Autokorso und Schweigemärsche

Mit Demonstrationen quer durch Deutschland ist nun ein erbitterter Machtkampf zwischen Mitarbeitern und Gewerkschaft auf der einen und dem Management auf der anderen Seite entbrannt. Mitarbeiter formen Menschenketten um ein Turbinenwerk, fahren hupend durch Berlin und nehmen ihre Kinder zu Schweigemärschen mit.

Nun lädt die Konzernspitze von Siemens die Vertreter der Mitarbeiter zum Gespräch - doch der Betriebsrat sagt nein. Wie ist die Position des Managements rund um Joe Kaeser? Und wie schaut die Strategie der Arbeitnehmervertreter aus?

(2) Siemens schreibt Milliardengewinne: Warum so massive Kürzungen?

(3) Welche Pläne hat der Vorstand im Detail?

(4) Wie sind die Auswirkungen am großen Standort in Wien?

(5) Viele hundert offene Stellen: Können Mitarbeiter nicht einfach wechseln?

(6) Welche Strategie verfolgen Betriebsrat und Gewerkschaft?

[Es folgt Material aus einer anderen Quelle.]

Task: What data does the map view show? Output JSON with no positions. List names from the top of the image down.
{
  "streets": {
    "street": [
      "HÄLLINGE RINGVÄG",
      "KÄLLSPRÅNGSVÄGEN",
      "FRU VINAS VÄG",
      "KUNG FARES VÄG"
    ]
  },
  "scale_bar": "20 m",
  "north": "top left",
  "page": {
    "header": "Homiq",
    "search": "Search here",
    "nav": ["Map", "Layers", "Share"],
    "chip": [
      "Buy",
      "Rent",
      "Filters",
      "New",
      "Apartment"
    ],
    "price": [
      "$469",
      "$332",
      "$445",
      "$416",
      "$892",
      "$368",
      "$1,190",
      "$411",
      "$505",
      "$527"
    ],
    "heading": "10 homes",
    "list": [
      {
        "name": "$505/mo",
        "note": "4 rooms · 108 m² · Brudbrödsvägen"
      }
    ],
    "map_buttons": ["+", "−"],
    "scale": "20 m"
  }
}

(7) Wie sind laut Arbeitsrecht ihre Aussichten auf Erfolg?

Siemens hat im Vorjahr einen Gewinn von mehr als sechs Milliarden Euro erwirtschaftet - und zwar netto. Auch für das laufende Jahr erwartet der Konzern einen Milliardengewinn. Wieso will das Unternehmen trotzdem so viele Stellen abbauen?

Massiver Umbau

Siemens ist ein Mischkonzern mit Geschäftsfeldern von der Automatisierung bis zum Straßenbahnbau - und die Lage keineswegs überall rosig. So will das Unternehmen seine Sparte für Medizintechnik namens "Healthineers" demnächst ganz abstoßen. Die Sparte für Windkraftanlagen hat der Konzern mit Standorten in Spanien zu Siemens Gamesa zusammengefügt.

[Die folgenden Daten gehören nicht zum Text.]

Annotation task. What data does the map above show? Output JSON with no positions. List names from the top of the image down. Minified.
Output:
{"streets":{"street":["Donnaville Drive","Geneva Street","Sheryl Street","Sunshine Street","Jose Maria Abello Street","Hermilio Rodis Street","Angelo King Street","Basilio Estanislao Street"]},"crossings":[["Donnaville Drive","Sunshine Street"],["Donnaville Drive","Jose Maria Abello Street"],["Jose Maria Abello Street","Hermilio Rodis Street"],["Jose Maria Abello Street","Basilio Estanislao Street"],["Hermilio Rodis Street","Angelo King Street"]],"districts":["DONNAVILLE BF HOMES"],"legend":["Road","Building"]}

Und die in Österreich sowie Ostdeutschland stark vertretene Bahnsparte soll bald mit dem französischen Konzern Alstom fusioniert werden.

Rendite aus Kraftwerken und Bergbau sinkt

Die jetzigen Sparpläne treffen zwei Bereiche, die vom sinkenden Geschäft mit konventionellen Energien leben: Kraftwerke und Ausrüstung für die Förderung von Rohstoffen.

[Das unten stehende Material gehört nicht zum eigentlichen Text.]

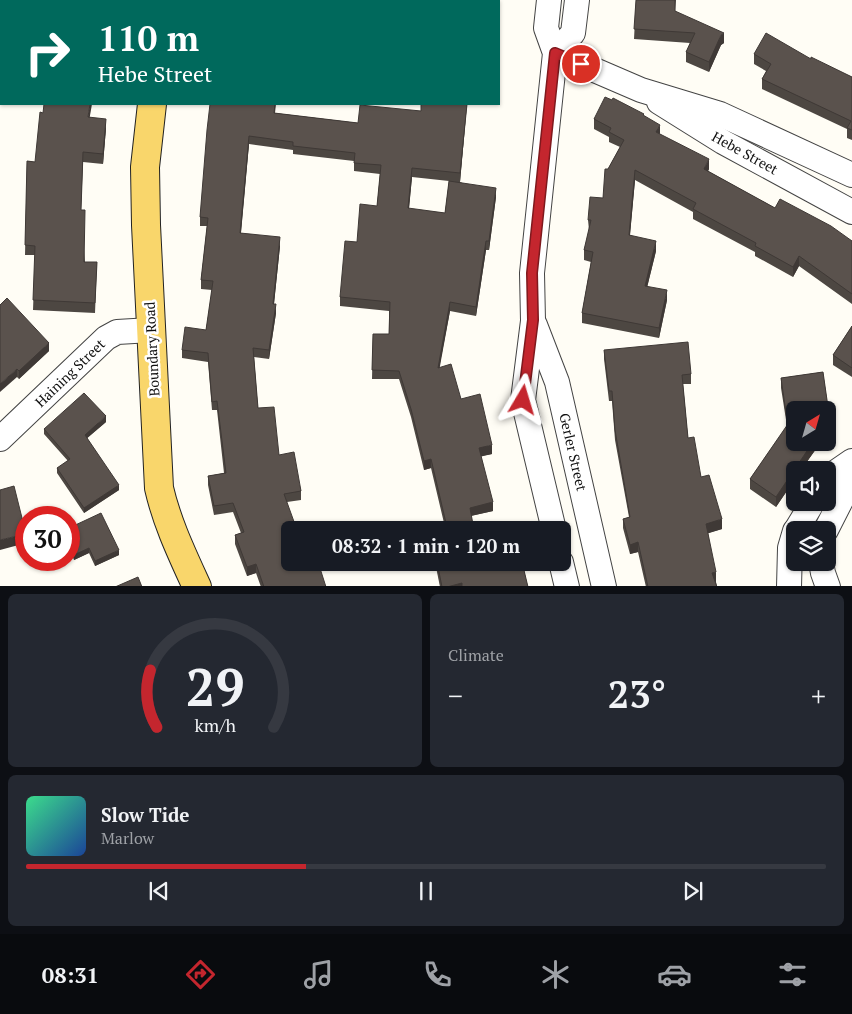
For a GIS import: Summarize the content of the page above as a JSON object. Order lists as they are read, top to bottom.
{
  "streets": {
    "main road": ["Boundary Road"],
    "street": ["Hebe Street", "Haining Street", "Gerler Street"]
  },
  "crossings": [
    ["Hebe Street", "Gerler Street"],
    ["Boundary Road", "Haining Street"]
  ],
  "north": "top right",
  "page": {
    "turn": ["110 m", "Hebe Street"],
    "limit": "30",
    "trip": "08:32 · 1 min · 120 m",
    "tile": "Climate",
    "heat": ["−", "23°", "+"],
    "song": ["Slow Tide", "Marlow"],
    "tabs": "08:31",
    "gauge": ["29", "km/h"]
  }
}
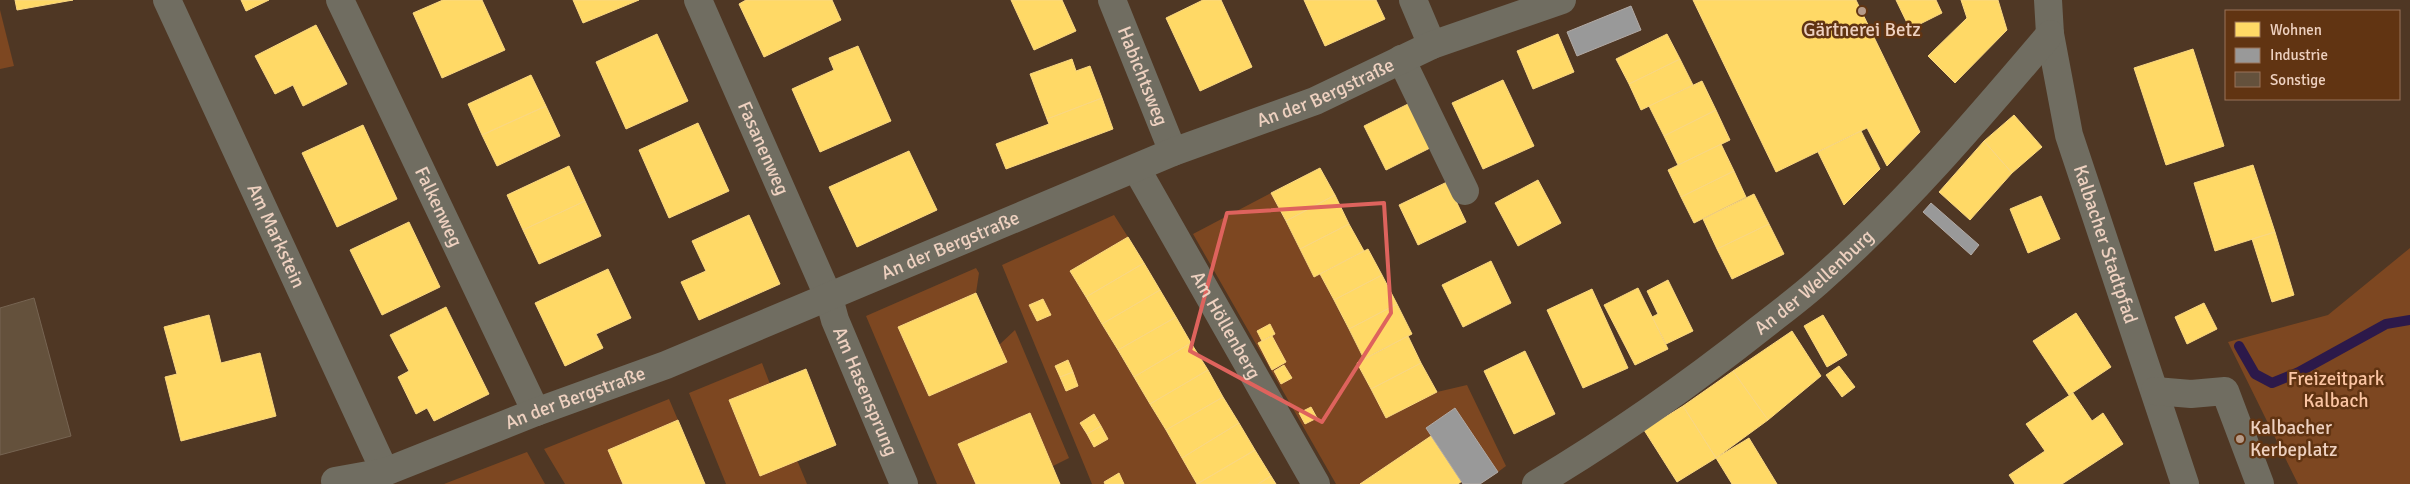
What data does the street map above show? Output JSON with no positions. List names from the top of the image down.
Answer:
{
  "streets": {
    "street": [
      "Habichtsweg",
      "An der Bergstraße",
      "Fasanenweg",
      "Falkenweg",
      "Am Markstein",
      "Kalbacher Stadtpfad",
      "An der Wellenburg",
      "Am Höllenberg",
      "Am Hasensprung"
    ]
  },
  "crossings": [
    ["Habichtsweg", "An der Bergstraße"],
    ["An der Bergstraße", "Fasanenweg"],
    ["An der Bergstraße", "Falkenweg"],
    ["An der Bergstraße", "Am Markstein"],
    ["An der Bergstraße", "Am Höllenberg"],
    ["An der Bergstraße", "Am Hasensprung"],
    ["Fasanenweg", "Am Hasensprung"],
    ["Kalbacher Stadtpfad", "An der Wellenburg"]
  ],
  "parks": ["Freizeitpark Kalbach"],
  "places": ["Gärtnerei Betz", "Kalbacher Kerbeplatz"],
  "legend": ["Wohnen", "Industrie", "Sonstige"]
}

Die Unternehmensführung geht davon aus, dass das Geschäft mit thermischen Kraftwerken wegen den erneuerbaren Energien weiter schrumpfen wird.

Auch die Nachfrage nach großen elektrischen Motoren und Generatoren in der Rohstoffindustrie - etwa im Bergbau, in der Stahlerzeugung oder beim Schiffbau - sei deutlich gesunken. Hier gebe es Überkapazitäten und dadurch einen hohen Preisdruck.

Ob diese Argumente angesichts bester Geschäfte in anderen Sparten ausreichen, um die Einschnitte an den Heimatstandorten des Konzerns zu rechtfertigen, bleibt dahingestellt.

Weltweit sollen 6.900 Stellen gestrichen werden, davon etwa die Hälfte in Deutschland. Zwei Werke in Görlitz und Leipzig sollen geschlossen werden, beim Generatorenwerk in Erfurt ist ein Verkauf in der Diskussion, und auch ein Standort in Offenbach ist offenbar bedroht. In Berlin und anderen Städten sollen die Standorte erhalten bleiben, aber jeweils hunderte Stellen wegfallen.

Außerhalb Deutschlands fallen in Europa gut 1.100 Jobs weg, davon 200 in Wien. Außerhalb Europas sind weitere 2.500 Stellen betroffen, davon allein 1.800 in den USA.

Hoch qualifiziertes Personal besonders betroffen

Siemens will die Kürzungen in Deutschland nach Möglichkeit bis 2022 und 2023 abschließen. Es trifft laut Konzern überwiegend Ingenieure, IT-Fachkräfte und andere qualifizierte Berufe.

Der Vorstand will möglichst viele Arbeitnehmer zum "freiwilligen Verzicht" auf ihren Job überreden - mittels Abfindung, Weiterqualifizierung und anderer Angebote.

Die Kürzungen treffen auch den großen Standort in Wien, fallen aber geringer aus als anderswo. Insgesamt beschäftigt Siemens in Österreich 10.800 Mitarbeiter, knapp 6.000 davon in der Bundeshauptstadt.

Jetzt sollen in Wien rund 200 Arbeitsplätze wegfallen. Grund dafür sei die Bündelung der Planung von Kraftwerksprojekten, die bisher auf drei Werke - Wien, Erlangen, Offenbach - verteilt sei, so der Konzern.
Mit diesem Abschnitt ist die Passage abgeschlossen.